-- GOAL OF THE EXERCISE --
Find the line with "content:''; display:block; margin:auto;" and the line with "ctx.lineJoin = 'round';" in the entries below; output exactly those two lines, every line between them, and no others.

-- EXERCISE MATERIAL --
★ ★ ★ ★ ★ ★ ★

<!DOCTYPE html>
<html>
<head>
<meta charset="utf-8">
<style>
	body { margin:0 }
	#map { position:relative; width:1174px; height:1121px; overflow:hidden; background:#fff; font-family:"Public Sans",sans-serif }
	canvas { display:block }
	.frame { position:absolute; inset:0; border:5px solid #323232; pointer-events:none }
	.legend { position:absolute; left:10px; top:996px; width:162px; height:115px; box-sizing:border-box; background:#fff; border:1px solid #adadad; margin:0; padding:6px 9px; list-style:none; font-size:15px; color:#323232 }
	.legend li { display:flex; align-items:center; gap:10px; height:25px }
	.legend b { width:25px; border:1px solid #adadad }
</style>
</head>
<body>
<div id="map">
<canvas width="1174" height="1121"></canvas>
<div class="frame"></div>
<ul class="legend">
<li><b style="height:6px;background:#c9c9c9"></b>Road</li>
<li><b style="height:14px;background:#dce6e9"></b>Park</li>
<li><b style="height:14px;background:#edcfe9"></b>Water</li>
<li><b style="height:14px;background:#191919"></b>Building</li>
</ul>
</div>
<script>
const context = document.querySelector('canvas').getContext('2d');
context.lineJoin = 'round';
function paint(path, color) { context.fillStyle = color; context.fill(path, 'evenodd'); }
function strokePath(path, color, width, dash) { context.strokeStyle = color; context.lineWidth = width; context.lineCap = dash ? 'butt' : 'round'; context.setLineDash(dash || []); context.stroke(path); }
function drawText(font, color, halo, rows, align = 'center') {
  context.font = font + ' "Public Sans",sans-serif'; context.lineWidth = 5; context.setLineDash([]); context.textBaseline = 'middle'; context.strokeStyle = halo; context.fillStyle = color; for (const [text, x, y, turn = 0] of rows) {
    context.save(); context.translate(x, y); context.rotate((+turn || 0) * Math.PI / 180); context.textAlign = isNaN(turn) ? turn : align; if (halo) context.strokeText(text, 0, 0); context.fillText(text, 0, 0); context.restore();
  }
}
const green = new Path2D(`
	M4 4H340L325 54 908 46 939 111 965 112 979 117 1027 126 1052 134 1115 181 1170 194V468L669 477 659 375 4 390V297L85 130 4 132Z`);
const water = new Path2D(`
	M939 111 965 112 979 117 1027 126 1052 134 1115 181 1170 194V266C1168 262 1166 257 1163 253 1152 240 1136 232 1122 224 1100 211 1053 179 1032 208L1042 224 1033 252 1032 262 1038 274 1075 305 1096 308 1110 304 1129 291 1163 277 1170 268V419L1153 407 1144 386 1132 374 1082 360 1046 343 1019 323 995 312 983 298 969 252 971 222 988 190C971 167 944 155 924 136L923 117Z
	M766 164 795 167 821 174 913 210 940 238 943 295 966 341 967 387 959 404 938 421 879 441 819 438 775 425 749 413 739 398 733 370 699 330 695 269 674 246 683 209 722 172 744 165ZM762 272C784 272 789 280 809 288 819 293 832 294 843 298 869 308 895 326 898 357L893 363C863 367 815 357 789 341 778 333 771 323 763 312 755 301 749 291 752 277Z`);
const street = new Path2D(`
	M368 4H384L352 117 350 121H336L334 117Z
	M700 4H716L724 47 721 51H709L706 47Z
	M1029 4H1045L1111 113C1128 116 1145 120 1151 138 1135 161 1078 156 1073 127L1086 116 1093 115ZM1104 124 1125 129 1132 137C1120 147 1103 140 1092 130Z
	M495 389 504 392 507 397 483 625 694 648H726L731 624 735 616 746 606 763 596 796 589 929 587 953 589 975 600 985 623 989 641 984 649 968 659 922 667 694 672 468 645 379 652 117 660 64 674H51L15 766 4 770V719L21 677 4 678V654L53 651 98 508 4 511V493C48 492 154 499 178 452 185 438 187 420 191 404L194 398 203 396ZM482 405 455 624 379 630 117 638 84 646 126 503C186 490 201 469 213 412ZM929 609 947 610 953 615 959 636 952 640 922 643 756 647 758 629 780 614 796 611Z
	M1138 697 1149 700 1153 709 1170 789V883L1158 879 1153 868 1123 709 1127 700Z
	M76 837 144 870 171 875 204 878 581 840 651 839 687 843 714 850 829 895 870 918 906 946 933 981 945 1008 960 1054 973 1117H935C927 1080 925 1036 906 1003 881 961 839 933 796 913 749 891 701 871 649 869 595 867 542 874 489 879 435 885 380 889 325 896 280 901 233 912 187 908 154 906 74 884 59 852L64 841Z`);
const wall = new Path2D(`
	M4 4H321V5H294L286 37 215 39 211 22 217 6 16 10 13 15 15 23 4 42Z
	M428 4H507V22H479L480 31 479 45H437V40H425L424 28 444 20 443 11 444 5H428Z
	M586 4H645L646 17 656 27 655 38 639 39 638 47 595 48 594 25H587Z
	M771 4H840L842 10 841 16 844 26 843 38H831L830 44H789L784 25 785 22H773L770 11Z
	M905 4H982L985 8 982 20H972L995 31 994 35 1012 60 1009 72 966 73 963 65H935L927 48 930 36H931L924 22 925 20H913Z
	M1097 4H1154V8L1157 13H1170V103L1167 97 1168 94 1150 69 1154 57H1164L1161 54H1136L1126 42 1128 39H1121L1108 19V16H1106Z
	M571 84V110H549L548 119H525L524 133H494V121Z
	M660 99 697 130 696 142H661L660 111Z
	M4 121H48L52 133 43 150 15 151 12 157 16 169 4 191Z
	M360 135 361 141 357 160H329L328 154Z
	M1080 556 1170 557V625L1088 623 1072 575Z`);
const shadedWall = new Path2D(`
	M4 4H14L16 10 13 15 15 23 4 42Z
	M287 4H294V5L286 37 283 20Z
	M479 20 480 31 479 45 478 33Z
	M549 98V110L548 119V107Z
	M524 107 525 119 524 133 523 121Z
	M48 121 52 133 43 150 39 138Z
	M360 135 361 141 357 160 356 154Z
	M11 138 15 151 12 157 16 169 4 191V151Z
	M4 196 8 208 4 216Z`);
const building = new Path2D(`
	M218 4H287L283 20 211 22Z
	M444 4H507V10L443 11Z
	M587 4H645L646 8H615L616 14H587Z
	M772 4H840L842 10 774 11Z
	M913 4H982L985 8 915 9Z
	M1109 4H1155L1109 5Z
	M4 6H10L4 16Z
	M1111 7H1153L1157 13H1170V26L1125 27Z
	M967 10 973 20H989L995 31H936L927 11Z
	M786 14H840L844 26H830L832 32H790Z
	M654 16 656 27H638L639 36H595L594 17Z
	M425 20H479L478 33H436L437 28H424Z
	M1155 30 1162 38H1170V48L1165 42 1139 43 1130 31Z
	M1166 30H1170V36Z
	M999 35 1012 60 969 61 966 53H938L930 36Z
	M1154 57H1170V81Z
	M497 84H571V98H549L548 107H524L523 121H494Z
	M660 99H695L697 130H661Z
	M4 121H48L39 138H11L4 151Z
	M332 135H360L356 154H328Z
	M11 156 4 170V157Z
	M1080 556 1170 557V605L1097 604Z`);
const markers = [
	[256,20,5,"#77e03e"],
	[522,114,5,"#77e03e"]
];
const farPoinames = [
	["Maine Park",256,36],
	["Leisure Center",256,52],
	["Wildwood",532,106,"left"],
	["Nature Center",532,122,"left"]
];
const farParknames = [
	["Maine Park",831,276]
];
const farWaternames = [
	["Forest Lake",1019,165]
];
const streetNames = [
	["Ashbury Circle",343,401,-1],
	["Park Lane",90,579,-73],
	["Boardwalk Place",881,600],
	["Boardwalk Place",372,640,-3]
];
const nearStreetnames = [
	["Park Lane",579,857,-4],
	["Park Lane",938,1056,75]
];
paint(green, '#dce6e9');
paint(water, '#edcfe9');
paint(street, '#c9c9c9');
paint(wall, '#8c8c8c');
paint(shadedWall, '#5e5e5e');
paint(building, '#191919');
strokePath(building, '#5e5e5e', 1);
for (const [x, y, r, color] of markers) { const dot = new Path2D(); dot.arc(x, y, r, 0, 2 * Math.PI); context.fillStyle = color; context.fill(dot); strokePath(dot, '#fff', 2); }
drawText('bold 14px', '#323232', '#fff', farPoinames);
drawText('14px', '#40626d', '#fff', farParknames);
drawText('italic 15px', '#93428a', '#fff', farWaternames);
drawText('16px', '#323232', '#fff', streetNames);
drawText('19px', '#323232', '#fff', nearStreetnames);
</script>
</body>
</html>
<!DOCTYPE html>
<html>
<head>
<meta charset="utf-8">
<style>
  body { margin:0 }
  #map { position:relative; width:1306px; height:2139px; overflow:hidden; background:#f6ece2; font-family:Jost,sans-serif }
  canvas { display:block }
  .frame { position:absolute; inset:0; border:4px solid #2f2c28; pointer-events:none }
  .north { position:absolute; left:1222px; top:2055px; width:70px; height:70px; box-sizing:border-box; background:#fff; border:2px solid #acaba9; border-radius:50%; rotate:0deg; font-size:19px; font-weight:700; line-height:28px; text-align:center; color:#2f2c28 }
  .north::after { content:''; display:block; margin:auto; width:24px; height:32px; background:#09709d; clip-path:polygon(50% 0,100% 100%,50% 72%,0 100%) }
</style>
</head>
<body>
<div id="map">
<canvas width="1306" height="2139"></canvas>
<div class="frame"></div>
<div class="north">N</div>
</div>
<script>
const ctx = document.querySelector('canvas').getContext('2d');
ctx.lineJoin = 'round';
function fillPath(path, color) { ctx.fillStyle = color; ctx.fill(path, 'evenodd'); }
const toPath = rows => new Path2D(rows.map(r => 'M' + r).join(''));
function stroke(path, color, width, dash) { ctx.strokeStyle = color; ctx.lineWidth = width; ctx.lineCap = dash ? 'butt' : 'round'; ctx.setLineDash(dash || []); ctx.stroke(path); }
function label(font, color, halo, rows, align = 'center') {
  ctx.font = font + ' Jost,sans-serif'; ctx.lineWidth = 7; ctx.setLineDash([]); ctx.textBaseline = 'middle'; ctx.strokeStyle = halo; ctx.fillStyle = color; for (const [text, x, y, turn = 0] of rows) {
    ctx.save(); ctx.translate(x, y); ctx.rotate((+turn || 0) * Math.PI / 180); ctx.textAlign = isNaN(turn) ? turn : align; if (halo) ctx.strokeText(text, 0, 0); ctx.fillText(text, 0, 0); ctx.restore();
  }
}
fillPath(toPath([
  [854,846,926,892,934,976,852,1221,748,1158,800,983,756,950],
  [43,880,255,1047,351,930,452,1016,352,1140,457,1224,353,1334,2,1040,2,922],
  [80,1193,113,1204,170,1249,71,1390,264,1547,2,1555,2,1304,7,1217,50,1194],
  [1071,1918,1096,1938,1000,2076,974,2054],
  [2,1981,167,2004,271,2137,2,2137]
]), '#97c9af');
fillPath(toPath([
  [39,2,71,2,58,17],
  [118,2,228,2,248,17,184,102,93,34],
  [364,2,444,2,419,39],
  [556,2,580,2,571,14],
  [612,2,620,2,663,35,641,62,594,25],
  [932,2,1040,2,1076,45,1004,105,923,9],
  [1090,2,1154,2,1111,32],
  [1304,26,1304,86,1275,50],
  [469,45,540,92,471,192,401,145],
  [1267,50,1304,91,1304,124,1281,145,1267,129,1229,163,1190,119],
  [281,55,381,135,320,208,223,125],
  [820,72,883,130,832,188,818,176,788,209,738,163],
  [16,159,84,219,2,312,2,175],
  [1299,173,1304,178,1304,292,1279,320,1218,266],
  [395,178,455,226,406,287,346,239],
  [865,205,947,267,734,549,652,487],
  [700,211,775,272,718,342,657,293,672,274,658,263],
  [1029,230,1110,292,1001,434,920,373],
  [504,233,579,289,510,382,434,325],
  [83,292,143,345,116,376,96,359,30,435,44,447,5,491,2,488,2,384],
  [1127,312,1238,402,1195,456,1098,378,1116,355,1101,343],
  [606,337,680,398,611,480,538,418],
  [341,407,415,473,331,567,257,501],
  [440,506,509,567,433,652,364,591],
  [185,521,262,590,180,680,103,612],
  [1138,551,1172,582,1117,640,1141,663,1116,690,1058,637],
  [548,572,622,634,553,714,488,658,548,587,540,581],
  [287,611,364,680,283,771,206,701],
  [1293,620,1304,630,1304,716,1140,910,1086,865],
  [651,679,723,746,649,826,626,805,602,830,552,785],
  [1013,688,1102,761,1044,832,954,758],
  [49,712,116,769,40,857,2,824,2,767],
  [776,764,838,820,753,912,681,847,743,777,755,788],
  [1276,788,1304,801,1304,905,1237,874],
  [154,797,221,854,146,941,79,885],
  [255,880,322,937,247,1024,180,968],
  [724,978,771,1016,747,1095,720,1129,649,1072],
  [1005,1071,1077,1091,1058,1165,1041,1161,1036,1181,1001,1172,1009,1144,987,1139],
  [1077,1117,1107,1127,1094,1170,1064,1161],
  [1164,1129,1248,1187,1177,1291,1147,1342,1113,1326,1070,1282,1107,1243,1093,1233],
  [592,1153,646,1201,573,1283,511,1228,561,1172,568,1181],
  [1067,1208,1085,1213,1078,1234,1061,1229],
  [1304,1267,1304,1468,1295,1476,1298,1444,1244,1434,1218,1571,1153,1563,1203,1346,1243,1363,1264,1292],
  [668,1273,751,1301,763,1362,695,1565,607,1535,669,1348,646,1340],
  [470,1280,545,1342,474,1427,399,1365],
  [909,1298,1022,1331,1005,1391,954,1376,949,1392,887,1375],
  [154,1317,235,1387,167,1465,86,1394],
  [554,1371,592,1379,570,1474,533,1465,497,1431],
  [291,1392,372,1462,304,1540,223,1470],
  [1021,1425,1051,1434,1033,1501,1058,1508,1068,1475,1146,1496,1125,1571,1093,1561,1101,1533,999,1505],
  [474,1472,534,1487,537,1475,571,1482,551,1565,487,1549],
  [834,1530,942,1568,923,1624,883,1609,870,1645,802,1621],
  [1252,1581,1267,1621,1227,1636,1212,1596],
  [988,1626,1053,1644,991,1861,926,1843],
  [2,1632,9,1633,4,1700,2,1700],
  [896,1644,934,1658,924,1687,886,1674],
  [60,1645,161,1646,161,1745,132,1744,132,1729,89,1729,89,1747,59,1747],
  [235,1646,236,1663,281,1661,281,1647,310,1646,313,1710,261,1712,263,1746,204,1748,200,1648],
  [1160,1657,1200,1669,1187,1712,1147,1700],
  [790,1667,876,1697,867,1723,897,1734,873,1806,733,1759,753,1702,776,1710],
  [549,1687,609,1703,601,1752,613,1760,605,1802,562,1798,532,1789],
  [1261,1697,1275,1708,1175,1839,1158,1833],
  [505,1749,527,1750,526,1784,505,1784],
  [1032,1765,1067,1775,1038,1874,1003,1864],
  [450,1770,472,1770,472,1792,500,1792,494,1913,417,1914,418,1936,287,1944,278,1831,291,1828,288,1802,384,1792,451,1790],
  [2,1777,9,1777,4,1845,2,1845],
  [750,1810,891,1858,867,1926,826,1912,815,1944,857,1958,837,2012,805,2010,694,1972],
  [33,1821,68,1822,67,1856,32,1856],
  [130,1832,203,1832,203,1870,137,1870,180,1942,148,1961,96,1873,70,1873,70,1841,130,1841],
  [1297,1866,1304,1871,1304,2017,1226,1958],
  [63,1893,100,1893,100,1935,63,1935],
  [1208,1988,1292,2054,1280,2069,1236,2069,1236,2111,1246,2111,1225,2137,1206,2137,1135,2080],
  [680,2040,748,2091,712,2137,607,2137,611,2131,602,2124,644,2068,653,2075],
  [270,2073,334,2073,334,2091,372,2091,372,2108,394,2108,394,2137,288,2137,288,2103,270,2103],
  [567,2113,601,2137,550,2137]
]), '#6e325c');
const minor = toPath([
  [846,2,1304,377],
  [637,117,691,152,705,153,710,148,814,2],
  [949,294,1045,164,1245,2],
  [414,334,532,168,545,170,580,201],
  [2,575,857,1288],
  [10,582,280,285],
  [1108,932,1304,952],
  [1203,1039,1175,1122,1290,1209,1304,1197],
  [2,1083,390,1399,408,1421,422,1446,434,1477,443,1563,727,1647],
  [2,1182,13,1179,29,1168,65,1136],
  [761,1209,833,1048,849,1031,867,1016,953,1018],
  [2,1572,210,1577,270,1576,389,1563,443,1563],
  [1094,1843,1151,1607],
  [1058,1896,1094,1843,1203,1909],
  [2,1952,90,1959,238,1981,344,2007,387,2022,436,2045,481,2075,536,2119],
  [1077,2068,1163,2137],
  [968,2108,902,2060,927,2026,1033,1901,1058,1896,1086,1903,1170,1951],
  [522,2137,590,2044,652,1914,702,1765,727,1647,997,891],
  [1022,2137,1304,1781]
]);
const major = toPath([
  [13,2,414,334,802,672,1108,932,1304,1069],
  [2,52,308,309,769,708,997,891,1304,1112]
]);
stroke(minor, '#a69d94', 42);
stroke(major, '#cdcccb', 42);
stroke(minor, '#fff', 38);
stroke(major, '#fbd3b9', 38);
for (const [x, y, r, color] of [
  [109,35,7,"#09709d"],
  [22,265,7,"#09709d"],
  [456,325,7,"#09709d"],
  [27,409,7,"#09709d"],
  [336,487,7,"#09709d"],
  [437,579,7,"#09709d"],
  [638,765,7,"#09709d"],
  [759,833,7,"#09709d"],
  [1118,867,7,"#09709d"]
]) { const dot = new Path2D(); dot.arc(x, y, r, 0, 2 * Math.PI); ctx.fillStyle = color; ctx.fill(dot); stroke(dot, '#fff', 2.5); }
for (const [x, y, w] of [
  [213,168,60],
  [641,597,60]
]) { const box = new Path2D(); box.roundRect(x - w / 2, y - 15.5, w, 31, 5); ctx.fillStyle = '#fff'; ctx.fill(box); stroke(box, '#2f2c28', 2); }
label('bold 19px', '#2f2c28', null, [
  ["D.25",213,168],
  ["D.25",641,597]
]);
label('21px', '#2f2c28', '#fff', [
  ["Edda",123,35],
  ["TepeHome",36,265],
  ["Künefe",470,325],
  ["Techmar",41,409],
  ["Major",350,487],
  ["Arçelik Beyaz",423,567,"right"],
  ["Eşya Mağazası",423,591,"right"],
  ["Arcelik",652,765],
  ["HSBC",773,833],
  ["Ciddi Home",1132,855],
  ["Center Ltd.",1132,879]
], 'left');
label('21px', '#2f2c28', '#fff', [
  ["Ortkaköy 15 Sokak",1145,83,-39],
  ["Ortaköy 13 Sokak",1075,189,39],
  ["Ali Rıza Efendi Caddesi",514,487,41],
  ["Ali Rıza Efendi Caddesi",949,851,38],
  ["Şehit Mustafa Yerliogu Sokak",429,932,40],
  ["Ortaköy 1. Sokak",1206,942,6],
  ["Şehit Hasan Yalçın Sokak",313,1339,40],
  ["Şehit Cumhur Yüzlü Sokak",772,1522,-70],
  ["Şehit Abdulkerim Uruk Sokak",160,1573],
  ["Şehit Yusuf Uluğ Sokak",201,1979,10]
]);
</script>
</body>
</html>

★ ★ ★ ★ ★ ★ ★

-- SOLUTION FOR THIS PROBLEM --
  .north::after { content:''; display:block; margin:auto; width:24px; height:32px; background:#09709d; clip-path:polygon(50% 0,100% 100%,50% 72%,0 100%) }
</style>
</head>
<body>
<div id="map">
<canvas width="1306" height="2139"></canvas>
<div class="frame"></div>
<div class="north">N</div>
</div>
<script>
const ctx = document.querySelector('canvas').getContext('2d');
ctx.lineJoin = 'round';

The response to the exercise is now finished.